Despite a few setbacks, the Howard County legislative delegation scored more than its share of victories in the just-concluded session of the Maryland General Assembly.
Of the state's 24 subdivisions, the county received one of the largest increases in overall aid for the coming fiscal year. Projects that won funding include a much-needed expansion of parking facilities at the District Court in Ellicott City and repairs to historic Carroll Baldwin Hall in Savage.
Among the five Howard bills passed by the legislature, one requires a juror to hear only one trial or serve in a jury pool for just one day rather than undergo the eight-day wait previously demanded. Another law creates a new Economic Development Authority for the jurisdiction. County Executive Charles I. Ecker views this agency as an important tool in his plan -- outlined last January in his State of the County speech -- to encourage commercial growth so that more of the local tax burden can be shifted from citizens to businesses.
Yet there were defeats as well. The delegation was unable to push through legislation that would have helped shed light on the relationships between local developers and county officials. In addition, delegation requests of $1 million for an agricultural center and $250,000 for a drug and alcohol halfway house at Clifton T. Perkins Hospital were denied by the Assembly.

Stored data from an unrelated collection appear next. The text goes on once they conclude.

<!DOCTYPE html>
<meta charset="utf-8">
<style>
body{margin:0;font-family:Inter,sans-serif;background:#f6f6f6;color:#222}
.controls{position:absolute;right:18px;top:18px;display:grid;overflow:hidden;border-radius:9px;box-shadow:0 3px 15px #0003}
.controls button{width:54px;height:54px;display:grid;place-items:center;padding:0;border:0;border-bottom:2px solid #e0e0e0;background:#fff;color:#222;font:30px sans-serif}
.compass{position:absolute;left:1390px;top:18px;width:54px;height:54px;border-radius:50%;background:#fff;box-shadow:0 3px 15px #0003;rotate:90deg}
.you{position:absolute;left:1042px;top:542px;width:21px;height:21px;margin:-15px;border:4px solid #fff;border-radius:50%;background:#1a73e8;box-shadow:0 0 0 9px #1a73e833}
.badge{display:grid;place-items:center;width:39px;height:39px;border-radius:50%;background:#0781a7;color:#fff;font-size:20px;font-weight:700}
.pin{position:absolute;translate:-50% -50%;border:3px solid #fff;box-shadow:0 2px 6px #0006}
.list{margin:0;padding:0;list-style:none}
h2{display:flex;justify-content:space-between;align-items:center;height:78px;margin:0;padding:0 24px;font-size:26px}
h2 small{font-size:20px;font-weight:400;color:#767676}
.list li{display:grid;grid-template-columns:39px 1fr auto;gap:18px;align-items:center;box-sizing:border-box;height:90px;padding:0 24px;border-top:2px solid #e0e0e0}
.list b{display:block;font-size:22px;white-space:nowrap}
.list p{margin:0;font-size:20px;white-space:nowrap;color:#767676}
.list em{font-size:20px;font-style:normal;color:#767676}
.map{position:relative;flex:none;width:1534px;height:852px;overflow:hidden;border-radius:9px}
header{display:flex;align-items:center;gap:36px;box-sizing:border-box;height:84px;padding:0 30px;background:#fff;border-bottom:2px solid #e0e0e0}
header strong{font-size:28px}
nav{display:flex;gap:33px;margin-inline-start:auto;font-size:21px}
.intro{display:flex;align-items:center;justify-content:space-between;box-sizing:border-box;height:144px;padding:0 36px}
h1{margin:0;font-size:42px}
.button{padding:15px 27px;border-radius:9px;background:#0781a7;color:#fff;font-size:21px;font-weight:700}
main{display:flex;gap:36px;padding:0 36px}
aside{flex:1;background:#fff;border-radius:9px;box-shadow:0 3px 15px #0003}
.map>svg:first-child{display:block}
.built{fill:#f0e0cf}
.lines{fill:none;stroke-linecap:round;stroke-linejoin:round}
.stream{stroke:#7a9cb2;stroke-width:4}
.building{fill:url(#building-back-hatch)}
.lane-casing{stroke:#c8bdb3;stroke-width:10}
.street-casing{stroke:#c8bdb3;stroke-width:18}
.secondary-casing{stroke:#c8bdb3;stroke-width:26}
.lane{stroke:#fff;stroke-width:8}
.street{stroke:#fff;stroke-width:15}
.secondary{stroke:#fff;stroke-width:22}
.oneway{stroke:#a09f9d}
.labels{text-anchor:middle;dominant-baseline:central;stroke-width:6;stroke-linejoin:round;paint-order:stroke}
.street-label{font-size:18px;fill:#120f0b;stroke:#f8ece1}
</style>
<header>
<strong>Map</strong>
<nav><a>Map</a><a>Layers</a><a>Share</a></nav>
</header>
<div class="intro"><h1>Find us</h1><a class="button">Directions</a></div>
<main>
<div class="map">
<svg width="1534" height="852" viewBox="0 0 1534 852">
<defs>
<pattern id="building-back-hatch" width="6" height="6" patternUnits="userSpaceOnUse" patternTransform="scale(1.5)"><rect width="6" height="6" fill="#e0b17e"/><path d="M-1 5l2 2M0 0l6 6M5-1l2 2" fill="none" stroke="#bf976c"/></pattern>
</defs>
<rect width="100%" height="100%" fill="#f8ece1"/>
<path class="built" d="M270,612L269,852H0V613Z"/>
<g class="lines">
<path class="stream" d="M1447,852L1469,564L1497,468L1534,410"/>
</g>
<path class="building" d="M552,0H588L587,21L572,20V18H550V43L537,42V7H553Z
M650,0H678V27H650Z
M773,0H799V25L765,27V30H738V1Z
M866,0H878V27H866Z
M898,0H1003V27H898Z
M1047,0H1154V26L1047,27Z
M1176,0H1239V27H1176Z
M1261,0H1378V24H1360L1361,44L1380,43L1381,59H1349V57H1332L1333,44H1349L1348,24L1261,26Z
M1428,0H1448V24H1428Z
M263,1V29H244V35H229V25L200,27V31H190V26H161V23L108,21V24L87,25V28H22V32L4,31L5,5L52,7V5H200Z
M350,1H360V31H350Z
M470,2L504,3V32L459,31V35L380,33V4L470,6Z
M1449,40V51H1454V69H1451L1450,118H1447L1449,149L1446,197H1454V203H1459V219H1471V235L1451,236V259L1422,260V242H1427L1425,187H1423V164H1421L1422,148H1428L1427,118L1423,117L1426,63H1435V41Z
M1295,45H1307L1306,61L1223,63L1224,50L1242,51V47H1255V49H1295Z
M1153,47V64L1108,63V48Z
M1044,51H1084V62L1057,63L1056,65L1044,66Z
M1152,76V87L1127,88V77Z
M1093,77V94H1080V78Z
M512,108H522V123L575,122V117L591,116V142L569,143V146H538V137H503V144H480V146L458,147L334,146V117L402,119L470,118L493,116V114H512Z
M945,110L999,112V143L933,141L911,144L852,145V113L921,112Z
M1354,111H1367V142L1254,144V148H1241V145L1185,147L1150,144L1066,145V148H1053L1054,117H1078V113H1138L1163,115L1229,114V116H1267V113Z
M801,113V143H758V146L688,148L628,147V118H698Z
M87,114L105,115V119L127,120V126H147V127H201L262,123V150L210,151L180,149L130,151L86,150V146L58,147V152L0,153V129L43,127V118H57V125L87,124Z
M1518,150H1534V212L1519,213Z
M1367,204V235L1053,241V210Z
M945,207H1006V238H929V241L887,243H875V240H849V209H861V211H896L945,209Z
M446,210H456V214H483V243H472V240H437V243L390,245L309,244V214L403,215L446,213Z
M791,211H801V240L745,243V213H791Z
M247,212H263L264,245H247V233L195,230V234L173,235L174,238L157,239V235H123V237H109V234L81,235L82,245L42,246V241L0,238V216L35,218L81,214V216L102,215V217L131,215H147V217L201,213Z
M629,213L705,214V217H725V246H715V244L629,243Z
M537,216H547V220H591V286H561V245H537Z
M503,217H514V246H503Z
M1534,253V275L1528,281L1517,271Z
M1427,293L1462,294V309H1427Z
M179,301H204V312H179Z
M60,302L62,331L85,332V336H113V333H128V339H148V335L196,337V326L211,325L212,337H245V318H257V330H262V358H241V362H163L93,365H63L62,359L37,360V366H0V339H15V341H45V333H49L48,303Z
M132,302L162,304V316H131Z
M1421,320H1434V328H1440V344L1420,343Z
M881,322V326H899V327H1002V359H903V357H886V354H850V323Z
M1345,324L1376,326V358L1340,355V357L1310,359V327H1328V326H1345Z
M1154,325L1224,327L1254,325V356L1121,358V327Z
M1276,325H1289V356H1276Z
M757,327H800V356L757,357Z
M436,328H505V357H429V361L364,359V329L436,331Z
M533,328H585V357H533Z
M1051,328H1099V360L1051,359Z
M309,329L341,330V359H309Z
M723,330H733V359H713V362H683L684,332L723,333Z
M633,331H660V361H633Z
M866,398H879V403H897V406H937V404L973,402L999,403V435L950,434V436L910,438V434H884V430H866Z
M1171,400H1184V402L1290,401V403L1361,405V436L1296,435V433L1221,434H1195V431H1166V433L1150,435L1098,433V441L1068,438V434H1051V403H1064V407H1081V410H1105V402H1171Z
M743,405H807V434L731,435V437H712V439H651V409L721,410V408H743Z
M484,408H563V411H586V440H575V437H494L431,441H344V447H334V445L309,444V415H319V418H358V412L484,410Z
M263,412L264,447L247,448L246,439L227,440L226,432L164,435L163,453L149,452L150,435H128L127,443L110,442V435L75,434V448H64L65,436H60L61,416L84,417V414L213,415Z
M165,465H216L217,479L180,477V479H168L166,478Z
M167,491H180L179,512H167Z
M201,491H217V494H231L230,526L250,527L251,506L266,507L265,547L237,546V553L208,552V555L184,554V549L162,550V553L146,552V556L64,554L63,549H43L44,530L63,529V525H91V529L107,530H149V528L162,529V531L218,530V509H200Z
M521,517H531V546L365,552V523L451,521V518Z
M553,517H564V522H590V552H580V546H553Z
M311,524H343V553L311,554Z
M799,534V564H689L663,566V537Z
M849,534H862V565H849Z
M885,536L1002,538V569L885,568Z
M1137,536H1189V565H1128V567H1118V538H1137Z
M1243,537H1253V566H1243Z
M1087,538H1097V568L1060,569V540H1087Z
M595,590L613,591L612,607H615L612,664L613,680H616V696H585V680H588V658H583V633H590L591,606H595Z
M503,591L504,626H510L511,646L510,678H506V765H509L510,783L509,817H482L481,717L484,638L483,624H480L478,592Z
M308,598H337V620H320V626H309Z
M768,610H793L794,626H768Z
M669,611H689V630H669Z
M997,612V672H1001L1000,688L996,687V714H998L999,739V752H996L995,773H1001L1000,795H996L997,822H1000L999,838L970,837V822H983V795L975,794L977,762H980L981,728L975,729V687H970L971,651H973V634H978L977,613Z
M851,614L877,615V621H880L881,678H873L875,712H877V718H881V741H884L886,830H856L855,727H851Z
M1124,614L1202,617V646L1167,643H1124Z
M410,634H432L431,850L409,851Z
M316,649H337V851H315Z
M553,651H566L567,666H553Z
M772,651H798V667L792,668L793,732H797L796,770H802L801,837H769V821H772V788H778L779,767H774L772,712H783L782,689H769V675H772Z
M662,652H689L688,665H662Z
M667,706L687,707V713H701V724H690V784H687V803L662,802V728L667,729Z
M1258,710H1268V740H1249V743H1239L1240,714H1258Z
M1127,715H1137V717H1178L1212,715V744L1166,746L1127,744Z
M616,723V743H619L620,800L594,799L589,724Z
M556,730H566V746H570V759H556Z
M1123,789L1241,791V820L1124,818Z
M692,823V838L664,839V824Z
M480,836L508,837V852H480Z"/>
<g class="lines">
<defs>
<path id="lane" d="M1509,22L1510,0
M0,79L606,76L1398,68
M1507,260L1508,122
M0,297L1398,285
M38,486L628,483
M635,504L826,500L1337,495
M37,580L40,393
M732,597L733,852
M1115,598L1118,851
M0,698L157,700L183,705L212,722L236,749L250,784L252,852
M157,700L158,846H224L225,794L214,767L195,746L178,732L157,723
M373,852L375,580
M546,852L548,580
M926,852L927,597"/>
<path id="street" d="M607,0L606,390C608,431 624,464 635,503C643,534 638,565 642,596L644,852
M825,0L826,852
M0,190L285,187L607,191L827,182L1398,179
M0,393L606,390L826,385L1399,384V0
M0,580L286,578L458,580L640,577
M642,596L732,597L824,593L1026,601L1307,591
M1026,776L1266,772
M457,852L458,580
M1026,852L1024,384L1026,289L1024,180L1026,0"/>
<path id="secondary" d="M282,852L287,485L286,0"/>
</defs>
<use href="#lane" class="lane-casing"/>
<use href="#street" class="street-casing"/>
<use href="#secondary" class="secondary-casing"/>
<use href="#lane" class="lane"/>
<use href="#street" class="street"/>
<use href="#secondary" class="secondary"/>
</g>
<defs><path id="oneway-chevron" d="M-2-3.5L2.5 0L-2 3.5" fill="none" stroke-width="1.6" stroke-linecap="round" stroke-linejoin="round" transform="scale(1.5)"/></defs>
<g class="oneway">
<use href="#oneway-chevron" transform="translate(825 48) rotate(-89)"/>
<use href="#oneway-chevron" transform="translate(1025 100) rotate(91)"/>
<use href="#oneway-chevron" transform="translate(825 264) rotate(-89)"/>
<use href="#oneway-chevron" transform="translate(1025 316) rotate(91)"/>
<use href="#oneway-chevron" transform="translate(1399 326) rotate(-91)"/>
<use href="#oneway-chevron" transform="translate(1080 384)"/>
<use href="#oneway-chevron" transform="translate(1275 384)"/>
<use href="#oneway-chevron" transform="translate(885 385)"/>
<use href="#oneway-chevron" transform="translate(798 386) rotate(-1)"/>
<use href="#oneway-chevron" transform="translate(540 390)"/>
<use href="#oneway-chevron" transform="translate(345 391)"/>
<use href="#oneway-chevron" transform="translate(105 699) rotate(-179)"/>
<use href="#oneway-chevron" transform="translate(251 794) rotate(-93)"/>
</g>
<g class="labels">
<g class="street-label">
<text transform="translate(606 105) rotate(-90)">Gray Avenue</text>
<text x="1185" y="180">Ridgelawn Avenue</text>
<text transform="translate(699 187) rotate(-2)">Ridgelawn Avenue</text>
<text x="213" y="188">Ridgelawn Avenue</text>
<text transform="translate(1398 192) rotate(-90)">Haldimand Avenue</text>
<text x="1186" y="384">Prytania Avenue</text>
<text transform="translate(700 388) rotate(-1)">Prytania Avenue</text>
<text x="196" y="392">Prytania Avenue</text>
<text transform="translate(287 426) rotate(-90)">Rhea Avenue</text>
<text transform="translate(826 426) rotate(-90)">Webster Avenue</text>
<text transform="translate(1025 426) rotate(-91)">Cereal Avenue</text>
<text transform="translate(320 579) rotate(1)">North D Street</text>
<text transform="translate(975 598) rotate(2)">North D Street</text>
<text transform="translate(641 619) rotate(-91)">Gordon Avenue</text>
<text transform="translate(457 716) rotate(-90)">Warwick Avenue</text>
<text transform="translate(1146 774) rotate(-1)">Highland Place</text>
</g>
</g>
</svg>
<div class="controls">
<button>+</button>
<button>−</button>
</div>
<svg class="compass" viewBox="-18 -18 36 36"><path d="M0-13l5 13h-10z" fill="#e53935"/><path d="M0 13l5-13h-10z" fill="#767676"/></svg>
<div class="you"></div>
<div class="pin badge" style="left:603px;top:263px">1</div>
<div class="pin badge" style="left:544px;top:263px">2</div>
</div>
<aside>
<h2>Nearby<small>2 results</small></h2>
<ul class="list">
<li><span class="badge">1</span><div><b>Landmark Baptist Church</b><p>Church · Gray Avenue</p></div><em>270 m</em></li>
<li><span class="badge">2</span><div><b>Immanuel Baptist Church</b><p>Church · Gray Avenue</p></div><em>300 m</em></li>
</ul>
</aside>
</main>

The largely Republican Howard delegation also claimed victory for passing a bill that places obstacles in the way of county officials who might seek to raise the local piggyback income tax. In the past, the tax could be increased simply by a resolution of three of the five members of the County Council. Now it will require a 4-1 vote of the council and the county executive's signature. A four-member majority on the council could overturn an executive veto.
This is a bad law. While it will please the delegation's conservative constituents, it could haunt county officials in the future when they seek to raise needed funds but are frustrated by the hurdles erected by this measure. It also will force officials to rely too heavily on the property tax.
Still, for Howard County, it was a legislative session with more successes than failures. Delegation members and the citizens they represent should be glad about that.